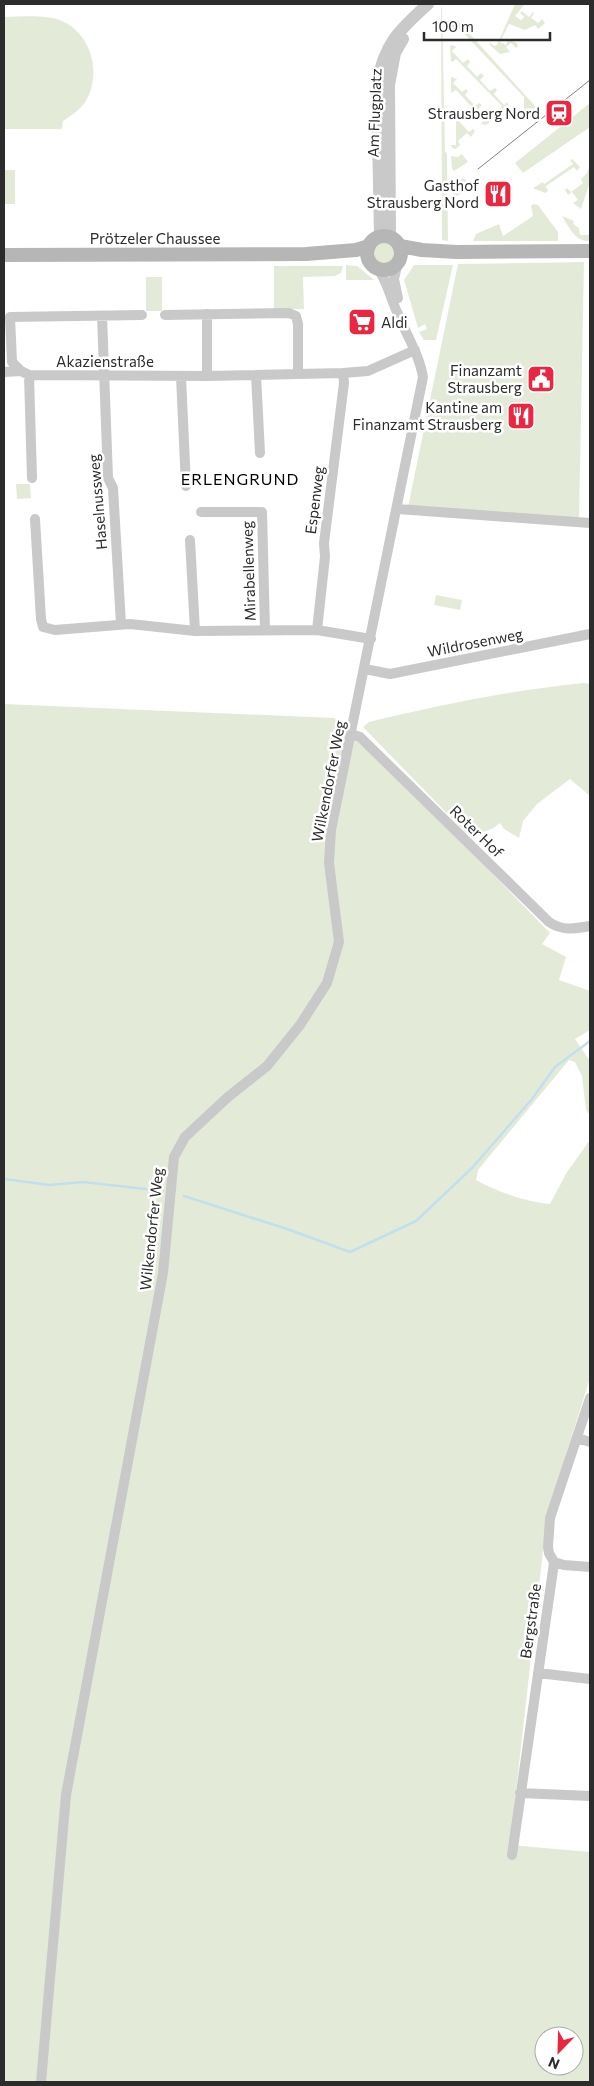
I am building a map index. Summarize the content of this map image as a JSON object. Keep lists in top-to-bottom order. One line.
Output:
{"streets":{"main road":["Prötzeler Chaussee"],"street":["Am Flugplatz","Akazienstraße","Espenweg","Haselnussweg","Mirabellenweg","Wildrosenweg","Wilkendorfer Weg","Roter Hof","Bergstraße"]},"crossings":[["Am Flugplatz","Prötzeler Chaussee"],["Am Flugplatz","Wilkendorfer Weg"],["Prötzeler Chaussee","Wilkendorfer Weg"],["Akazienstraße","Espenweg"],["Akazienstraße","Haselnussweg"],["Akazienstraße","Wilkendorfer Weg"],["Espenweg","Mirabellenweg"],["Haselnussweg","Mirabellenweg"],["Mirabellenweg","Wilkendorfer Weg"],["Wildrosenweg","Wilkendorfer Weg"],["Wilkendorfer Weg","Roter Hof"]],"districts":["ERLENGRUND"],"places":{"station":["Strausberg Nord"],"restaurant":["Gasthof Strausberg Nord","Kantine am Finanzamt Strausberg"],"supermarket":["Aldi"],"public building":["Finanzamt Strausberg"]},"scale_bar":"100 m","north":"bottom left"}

⁂

§ TASK REQUIREMENTS
Search the material above for the string "building". Show every line that holds it.

§ FINISHED EXERCISE
I am building a map index. Summarize the content of this map image as a JSON object. Keep lists in top-to-bottom order. One line.
{"streets":{"main road":["Prötzeler Chaussee"],"street":["Am Flugplatz","Akazienstraße","Espenweg","Haselnussweg","Mirabellenweg","Wildrosenweg","Wilkendorfer Weg","Roter Hof","Bergstraße"]},"crossings":[["Am Flugplatz","Prötzeler Chaussee"],["Am Flugplatz","Wilkendorfer Weg"],["Prötzeler Chaussee","Wilkendorfer Weg"],["Akazienstraße","Espenweg"],["Akazienstraße","Haselnussweg"],["Akazienstraße","Wilkendorfer Weg"],["Espenweg","Mirabellenweg"],["Haselnussweg","Mirabellenweg"],["Mirabellenweg","Wilkendorfer Weg"],["Wildrosenweg","Wilkendorfer Weg"],["Wilkendorfer Weg","Roter Hof"]],"districts":["ERLENGRUND"],"places":{"station":["Strausberg Nord"],"restaurant":["Gasthof Strausberg Nord","Kantine am Finanzamt Strausberg"],"supermarket":["Aldi"],"public building":["Finanzamt Strausberg"]},"scale_bar":"100 m","north":"bottom left"}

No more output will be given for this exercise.